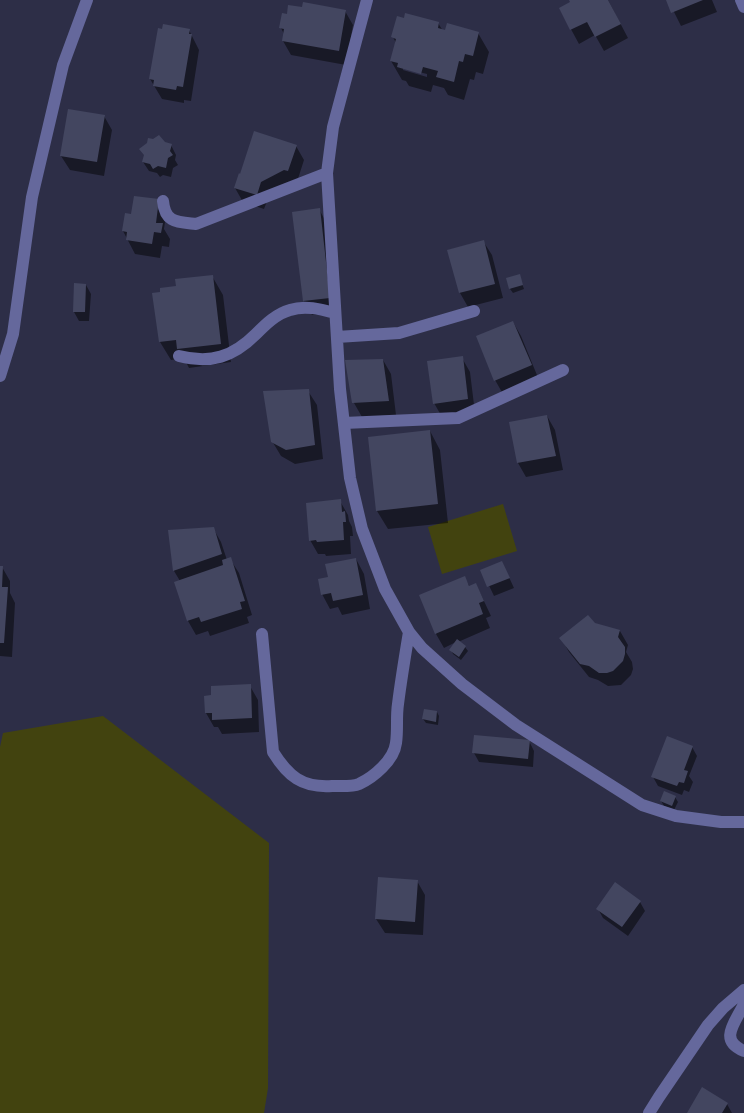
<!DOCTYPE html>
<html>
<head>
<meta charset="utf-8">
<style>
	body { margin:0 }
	canvas { display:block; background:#2d2e47 }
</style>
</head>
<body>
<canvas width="744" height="1113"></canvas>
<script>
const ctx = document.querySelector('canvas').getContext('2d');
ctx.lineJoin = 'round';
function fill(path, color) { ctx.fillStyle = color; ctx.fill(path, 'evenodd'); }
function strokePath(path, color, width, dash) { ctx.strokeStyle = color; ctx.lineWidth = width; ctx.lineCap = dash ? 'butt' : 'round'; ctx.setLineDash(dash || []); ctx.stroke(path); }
fill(new Path2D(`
	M503 504 517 551 442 574 428 527Z
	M103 716 269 843 268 1088 264 1113H0V747L3 733Z`), '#42430f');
fill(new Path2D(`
	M571 0H608L628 38 604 51 595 35 579 44 560 9 572 3Z
	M668 0H712L717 12 681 26Z
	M345 11 353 25 346 65 291 55 283 41 284 34 281 28Z
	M438 23 443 31 478 33 489 52 483 74 476 72 474 80 470 79 464 100 448 95 444 88 433 85 431 92 409 86 406 81 402 80 391 61 396 43 393 37ZM403 68 427 74V77L403 70Z
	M189 30 199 50 191 101 184 100V103L162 99 150 79Z
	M104 116 112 130 104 176 70 170 61 156Z
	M153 141 171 145 176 155 175 160 178 165 173 168 171 177 163 175 160 177 157 173 149 171 143 162Z
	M296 146 304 160 296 185 269 196 264 209 243 202 235 188Z
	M158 200 166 215 164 229 170 239 169 247 162 246 160 258 135 254 123 231 132 215Z
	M319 209 327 224 338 312 312 315 304 301 294 213Z
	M483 241 492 255 503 298 468 307 460 293 449 250Z
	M519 275 524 289 513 293 510 289Z
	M212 276 223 295 231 362 189 368 184 358 171 360 160 342 177 287Z
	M86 285 91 294 89 321H79L74 312Z
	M513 322 521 336 539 380 503 394 495 380Z
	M462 358 470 372 475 413 442 417 434 403Z
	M383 360 391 374 396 415 362 417 354 403 346 361Z
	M308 391 317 405 323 459 295 464 281 456 272 441Z
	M547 416 555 430 563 470 526 477 518 463 510 423Z
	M430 431 440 450 448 523 388 529 377 511Z
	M340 501 348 515 349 521 352 527 353 536H350L351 554 326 556 325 554H318L310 540Z
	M213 528 221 542 227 560 230 559 239 573 252 615 247 617 249 623 210 636 208 631 196 635 188 621 176 582 180 581 174 571 169 531Z
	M356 559 364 574 370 609 342 615 338 607 330 609 322 594 329 578Z
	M502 562 514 588 494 596 482 571Z
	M0 567H2L10 581V593L15 603 12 657 0 656Z
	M464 577 470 587 476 584 491 616 486 618 490 628 458 642 465 647 468 651 461 660 453 654 451 650 456 642 444 648 436 634Z
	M594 624 620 631 628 645 626 652 632 662 633 669 631 675 621 685 608 686 598 680 589 677 569 652 561 638Z
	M250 686 258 700 259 732 222 734 218 727H214L206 713Z
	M437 712 439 716 438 725 426 723 423 719Z
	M529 741 534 751 533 767 479 762 474 753Z
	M692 747 697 756 689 776 693 782 689 792 684 790 682 795 658 786 653 777Z
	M675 797 678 802 674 810 664 806 661 801Z
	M417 881 425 895 423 935 385 933 376 919Z
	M640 902 645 911 628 936 603 918 598 909Z
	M727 1104 732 1113H688Z`), '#0007');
fill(new Path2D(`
	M569 0H608L621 24 595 37 587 22 570 30 559 8 570 2Z
	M666 0H703L671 13Z
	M303 2 346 10 339 51 282 41 284 29 279 28 282 13 287 14 288 5 302 7Z
	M405 13 439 22 438 28 445 30 447 23 479 32 473 56 465 54 463 62 459 61 454 82 436 77 438 71 423 67 421 74 397 67 398 63 390 61 396 39 391 37 397 16 404 18Z
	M163 24 190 29 189 34H192L183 87 177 86 176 90 153 86 154 80 149 79 158 28 162 29Z
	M68 109 105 115 97 162 60 156Z
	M254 131 297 145 288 171 284 170 261 182 257 195 234 188 239 173 240 174Z
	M159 135 165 142 172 144 170 151 173 155 168 158 166 168 158 166 153 169 150 164 142 162 144 155 139 149 147 143 148 138 153 139Z
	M134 196 159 199 156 223H163L161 233 154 232 152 244 126 240 127 232 122 231 125 213 131 214Z
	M320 208 330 298 303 301 292 212Z
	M484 240 495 284 459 293 447 250Z
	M520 274 523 285 509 289 506 278Z
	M213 275 221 344 177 349 176 340 159 342 152 293 160 292V288L176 286 175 279Z
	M74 283 86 284 85 312H73Z
	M513 321 532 365 494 381 476 336Z
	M463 356 468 399 433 404 427 361Z
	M383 359 389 401 352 403 345 360Z
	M309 389 315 445 286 450 271 442 263 391Z
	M547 415 556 456 517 463 509 422Z
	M430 430 438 504 376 511 368 437Z
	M341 499 342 512 345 511 346 522H343L344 540 317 542 316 540 309 541 306 503Z
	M214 527 222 554 173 571 168 530Z
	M231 557 245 601 240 602 242 609 201 622 199 617 187 621 174 582 223 565 222 560Z
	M356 558 363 595 333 601 331 593 321 595 318 579 328 577 325 564Z
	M502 561 510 578 487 587 480 570Z
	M0 566H3L2 587H8L4 643H0Z
	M465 576 469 586 476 583 484 601 479 603 483 614 435 634 419 595Z
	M588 615 595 623 620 630 618 637 625 647V654L623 661 613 671 607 673H599L589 666 580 664 559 638Z
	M457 639 466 646 459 657 449 650Z
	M251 684 252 718 212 720V713H205L204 696 211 695V686Z
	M424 709 437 711 436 722 422 719Z
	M474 735 530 740 528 759 472 753Z
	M667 736 693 746 684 770 688 771 684 783 679 782 677 786 651 777Z
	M664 791 676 796 672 806 660 801Z
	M378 877 418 880 415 922 375 919Z
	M615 882 641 901 622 927 596 909Z
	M702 1087 728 1103 722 1113H687Z`), '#434660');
strokePath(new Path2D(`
	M367 0 333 127 327 173 340 389 350 478 362 529 385 589 409 632 422 648 462 684 516 725 642 805 676 816 721 822H744
	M741 0 744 7
	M163 201C165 223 177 222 196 224L327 173
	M337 337 399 333 474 311
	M179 356C211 364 233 357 256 334 266 324 276 314 290 310 305 305 320 309 335 313
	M0 376 13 334 32 197 63 65 87 0
	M344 423 458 418 563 370
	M262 634 273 752C288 776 302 788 332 786 340 786 352 787 359 784 374 777 394 760 396 743 398 730 396 717 398 704 401 680 405 656 409 632
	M744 1004C735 1023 718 1040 744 1051
	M649 1113 659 1097 708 1025 723 1008 744 990`), '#65689c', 12);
</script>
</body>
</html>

_ABOUT THIS EXERCISE:_
The required answer is the run of lines above, starting at the line with "const ctx = document.querySelector('canvas').getContext('2d');" and ending at the line with "function fill(path, color)", reproduced exactly with both ends.

_WORKED SOLUTION:_
const ctx = document.querySelector('canvas').getContext('2d');
ctx.lineJoin = 'round';
function fill(path, color) { ctx.fillStyle = color; ctx.fill(path, 'evenodd'); }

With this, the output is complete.